- **WHAT YOU HAVE TO DO**: Copy, from the listing, every line in which the string "function" is present.

- **DATA**:
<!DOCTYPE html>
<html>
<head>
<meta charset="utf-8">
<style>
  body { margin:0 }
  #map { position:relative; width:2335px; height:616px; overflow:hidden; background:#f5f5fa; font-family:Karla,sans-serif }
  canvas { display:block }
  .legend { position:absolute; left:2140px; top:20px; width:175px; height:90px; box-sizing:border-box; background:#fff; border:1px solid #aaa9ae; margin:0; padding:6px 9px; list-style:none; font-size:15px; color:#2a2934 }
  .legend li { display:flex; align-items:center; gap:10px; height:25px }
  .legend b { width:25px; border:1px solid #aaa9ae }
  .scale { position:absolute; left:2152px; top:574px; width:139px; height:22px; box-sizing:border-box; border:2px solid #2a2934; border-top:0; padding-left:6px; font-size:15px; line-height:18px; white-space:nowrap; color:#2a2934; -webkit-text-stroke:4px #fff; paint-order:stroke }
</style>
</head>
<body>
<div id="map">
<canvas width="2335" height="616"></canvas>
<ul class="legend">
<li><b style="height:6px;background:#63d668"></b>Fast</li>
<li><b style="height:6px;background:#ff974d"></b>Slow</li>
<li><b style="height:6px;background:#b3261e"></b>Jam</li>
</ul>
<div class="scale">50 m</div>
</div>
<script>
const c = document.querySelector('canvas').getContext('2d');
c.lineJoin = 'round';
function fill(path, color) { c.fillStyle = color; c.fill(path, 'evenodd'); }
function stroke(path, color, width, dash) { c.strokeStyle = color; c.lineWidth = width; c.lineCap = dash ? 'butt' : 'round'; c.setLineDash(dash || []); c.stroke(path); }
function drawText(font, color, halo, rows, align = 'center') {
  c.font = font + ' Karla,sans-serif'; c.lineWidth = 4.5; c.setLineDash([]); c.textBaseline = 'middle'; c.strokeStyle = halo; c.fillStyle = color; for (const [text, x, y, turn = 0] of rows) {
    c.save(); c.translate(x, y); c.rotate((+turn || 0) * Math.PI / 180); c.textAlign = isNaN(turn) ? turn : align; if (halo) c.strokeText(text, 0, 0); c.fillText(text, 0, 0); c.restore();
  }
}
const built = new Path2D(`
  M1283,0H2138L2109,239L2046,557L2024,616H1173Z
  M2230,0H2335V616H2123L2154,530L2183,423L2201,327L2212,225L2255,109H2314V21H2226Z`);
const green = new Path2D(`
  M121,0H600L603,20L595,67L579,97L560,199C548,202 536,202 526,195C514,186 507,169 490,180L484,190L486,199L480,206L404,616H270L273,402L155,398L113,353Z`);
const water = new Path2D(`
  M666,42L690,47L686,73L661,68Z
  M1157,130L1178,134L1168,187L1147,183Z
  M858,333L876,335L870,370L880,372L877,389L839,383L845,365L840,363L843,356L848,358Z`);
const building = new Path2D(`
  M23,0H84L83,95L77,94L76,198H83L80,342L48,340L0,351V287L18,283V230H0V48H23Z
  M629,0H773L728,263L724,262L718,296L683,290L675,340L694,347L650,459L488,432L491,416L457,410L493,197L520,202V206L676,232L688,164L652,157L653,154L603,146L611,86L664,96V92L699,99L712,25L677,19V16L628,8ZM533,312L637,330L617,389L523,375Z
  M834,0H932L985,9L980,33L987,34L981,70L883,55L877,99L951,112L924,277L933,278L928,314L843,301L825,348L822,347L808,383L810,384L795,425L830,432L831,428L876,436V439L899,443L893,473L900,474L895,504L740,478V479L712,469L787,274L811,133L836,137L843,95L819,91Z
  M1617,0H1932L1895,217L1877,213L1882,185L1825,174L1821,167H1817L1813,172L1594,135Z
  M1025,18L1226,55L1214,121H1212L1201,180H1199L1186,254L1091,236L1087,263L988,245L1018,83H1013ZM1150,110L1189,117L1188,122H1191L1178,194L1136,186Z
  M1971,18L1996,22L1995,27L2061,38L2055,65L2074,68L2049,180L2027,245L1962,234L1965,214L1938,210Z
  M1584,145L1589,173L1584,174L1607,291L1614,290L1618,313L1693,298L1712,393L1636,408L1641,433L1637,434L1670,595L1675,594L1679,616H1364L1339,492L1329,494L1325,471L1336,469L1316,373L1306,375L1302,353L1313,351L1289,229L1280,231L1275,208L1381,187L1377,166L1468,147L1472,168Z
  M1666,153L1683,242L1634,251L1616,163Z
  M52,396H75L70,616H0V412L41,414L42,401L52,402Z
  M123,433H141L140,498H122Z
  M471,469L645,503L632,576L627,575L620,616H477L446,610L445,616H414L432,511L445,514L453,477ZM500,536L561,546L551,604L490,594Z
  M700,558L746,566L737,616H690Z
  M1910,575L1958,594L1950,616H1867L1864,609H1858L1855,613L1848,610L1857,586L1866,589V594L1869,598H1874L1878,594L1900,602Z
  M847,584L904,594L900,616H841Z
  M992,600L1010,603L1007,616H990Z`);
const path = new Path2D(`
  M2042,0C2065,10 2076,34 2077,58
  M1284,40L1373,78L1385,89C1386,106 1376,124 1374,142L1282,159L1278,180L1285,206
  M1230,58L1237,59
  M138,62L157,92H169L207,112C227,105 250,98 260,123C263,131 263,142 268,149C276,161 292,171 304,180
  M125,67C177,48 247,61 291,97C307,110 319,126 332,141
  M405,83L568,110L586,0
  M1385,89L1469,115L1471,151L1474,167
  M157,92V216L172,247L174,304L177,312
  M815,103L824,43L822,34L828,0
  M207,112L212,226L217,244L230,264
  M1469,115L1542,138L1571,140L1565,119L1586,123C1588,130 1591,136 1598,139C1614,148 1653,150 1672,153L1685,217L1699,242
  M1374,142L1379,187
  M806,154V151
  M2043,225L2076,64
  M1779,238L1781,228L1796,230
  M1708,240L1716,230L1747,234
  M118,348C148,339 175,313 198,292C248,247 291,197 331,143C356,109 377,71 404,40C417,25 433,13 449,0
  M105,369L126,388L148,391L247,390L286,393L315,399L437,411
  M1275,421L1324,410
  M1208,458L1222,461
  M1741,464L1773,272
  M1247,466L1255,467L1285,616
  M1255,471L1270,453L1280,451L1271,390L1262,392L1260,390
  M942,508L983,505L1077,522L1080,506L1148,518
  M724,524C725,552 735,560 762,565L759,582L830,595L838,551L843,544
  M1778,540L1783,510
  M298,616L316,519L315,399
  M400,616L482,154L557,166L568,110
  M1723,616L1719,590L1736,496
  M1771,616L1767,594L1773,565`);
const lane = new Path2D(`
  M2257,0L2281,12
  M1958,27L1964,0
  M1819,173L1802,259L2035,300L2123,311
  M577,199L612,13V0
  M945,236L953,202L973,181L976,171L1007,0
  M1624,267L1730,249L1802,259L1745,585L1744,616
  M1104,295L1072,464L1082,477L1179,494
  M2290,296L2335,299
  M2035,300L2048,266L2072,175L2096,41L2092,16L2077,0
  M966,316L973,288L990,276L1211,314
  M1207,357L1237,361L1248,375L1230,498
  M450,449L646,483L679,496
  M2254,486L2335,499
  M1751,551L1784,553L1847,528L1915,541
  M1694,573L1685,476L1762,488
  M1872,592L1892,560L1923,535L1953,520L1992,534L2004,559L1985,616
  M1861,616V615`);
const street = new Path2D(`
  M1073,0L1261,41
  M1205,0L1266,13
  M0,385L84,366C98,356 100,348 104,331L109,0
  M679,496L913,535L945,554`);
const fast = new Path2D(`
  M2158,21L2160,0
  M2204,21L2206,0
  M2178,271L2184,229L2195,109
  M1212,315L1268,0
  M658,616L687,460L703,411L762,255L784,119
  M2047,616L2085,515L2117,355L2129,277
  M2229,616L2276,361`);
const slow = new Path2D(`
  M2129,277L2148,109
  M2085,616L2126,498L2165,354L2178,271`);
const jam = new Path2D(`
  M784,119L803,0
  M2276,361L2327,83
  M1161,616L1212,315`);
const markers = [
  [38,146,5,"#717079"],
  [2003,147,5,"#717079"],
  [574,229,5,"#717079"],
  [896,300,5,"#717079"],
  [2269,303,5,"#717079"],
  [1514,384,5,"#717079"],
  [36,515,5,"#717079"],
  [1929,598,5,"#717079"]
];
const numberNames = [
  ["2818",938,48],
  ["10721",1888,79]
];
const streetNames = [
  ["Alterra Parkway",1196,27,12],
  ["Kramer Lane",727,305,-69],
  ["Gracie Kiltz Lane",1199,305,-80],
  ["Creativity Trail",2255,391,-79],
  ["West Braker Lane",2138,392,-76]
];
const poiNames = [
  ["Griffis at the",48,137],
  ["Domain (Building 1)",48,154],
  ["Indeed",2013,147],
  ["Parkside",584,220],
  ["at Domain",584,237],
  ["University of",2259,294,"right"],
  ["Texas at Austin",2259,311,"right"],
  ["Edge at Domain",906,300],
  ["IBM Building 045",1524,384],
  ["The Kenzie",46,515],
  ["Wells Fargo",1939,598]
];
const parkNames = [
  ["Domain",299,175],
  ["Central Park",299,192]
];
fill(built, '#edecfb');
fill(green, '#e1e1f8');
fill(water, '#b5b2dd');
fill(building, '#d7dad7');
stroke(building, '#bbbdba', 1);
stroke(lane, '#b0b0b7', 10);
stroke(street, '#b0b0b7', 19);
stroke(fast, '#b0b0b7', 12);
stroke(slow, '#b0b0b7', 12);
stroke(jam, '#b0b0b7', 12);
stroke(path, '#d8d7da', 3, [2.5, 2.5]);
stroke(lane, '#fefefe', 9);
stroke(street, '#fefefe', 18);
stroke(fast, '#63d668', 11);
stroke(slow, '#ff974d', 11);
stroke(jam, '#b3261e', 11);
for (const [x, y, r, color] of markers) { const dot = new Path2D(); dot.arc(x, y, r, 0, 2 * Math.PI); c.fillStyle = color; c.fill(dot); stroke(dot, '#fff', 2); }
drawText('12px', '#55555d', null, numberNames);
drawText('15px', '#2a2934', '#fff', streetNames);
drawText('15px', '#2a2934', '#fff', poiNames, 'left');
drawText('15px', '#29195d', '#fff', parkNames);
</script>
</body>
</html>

---

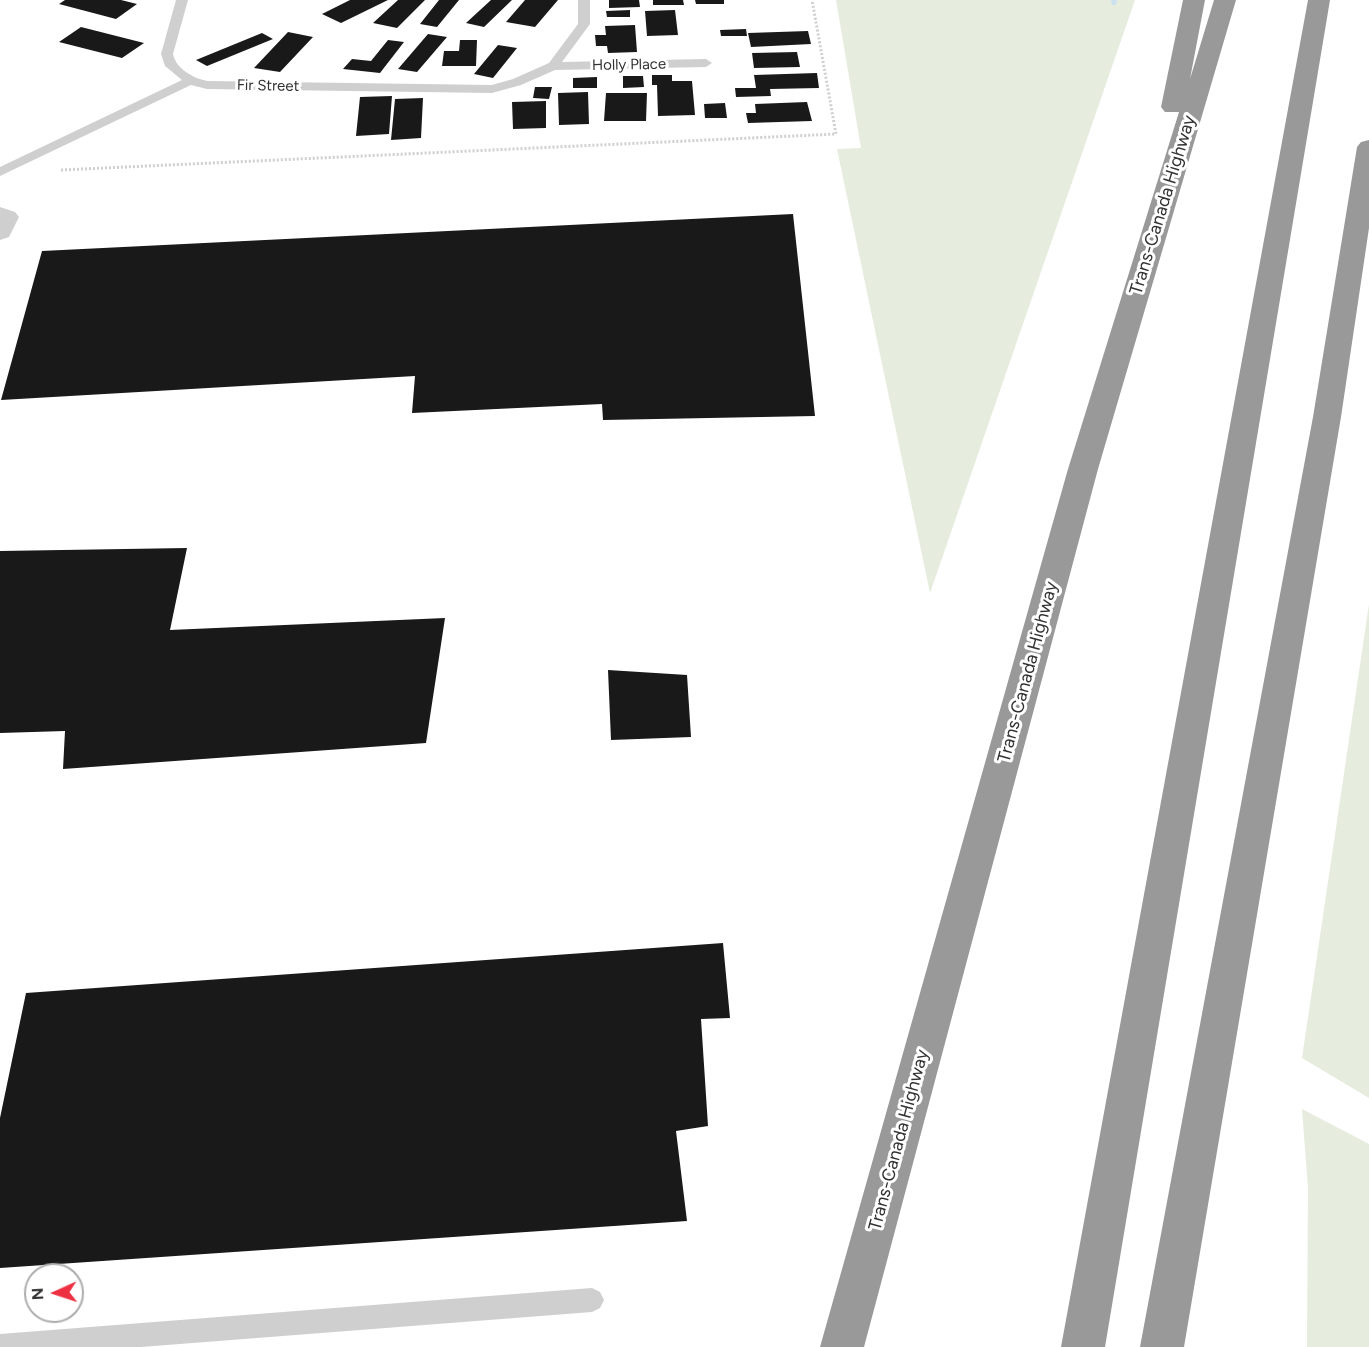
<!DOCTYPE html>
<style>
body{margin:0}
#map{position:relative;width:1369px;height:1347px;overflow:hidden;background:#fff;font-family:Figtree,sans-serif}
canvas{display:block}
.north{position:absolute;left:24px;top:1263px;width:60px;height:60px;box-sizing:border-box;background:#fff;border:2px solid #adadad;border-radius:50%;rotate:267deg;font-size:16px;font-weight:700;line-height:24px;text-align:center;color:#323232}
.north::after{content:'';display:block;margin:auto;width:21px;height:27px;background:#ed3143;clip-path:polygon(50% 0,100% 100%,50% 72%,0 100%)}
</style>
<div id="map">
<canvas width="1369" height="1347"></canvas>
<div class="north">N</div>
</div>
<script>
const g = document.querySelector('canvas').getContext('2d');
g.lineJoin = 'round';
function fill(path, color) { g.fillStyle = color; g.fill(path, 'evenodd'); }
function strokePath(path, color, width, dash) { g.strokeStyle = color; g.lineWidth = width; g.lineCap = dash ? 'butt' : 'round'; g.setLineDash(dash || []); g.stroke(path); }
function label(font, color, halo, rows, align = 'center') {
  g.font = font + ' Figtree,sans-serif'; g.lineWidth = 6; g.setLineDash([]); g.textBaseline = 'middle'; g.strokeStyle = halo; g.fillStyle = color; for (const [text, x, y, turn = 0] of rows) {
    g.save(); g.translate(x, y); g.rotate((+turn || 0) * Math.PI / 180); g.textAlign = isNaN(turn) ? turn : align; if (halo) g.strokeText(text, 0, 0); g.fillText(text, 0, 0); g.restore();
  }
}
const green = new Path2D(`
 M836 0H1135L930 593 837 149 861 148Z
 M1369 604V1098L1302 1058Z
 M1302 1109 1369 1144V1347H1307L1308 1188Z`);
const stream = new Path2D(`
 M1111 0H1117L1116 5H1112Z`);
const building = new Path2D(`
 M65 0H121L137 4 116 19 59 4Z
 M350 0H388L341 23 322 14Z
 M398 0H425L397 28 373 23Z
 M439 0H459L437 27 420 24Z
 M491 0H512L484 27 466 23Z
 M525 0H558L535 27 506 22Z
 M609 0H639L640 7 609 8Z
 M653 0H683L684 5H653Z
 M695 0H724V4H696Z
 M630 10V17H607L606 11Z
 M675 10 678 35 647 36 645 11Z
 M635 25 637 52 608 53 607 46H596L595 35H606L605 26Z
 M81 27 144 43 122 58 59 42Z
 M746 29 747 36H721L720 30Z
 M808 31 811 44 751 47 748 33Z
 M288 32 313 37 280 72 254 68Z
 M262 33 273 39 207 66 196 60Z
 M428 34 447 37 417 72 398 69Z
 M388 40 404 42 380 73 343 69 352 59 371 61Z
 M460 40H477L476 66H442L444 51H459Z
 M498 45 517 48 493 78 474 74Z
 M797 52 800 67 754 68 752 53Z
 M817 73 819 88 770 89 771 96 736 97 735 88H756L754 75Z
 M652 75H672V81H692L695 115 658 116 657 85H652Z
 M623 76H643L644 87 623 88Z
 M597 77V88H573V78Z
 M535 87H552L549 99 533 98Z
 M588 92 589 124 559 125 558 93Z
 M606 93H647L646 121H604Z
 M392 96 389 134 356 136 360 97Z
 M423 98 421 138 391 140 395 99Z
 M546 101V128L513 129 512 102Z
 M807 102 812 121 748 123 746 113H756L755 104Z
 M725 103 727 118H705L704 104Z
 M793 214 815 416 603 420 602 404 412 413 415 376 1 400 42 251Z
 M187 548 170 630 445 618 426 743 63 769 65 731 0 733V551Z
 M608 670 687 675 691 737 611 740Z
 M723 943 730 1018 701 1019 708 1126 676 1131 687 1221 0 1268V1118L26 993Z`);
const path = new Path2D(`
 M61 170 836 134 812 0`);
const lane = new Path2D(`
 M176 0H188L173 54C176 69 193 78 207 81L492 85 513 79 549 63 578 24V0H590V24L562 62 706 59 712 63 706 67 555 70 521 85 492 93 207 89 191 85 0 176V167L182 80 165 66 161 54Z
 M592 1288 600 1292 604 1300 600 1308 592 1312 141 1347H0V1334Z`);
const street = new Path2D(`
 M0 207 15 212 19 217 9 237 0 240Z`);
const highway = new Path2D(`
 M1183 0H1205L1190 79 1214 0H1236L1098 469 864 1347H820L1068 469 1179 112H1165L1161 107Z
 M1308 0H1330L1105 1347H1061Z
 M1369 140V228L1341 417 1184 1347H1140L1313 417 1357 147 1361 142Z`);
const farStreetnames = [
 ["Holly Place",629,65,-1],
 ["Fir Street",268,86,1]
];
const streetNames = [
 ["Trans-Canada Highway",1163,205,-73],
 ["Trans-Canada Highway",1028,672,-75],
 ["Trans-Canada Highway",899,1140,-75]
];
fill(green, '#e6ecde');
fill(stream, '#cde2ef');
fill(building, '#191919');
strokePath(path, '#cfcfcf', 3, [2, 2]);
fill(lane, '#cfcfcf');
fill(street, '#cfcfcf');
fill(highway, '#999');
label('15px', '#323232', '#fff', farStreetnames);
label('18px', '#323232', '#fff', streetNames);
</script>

- **TASK SOLUTION**:
function fill(path, color) { c.fillStyle = color; c.fill(path, 'evenodd'); }
function stroke(path, color, width, dash) { c.strokeStyle = color; c.lineWidth = width; c.lineCap = dash ? 'butt' : 'round'; c.setLineDash(dash || []); c.stroke(path); }
function drawText(font, color, halo, rows, align = 'center') {
function fill(path, color) { g.fillStyle = color; g.fill(path, 'evenodd'); }
function strokePath(path, color, width, dash) { g.strokeStyle = color; g.lineWidth = width; g.lineCap = dash ? 'butt' : 'round'; g.setLineDash(dash || []); g.stroke(path); }
function label(font, color, halo, rows, align = 'center') {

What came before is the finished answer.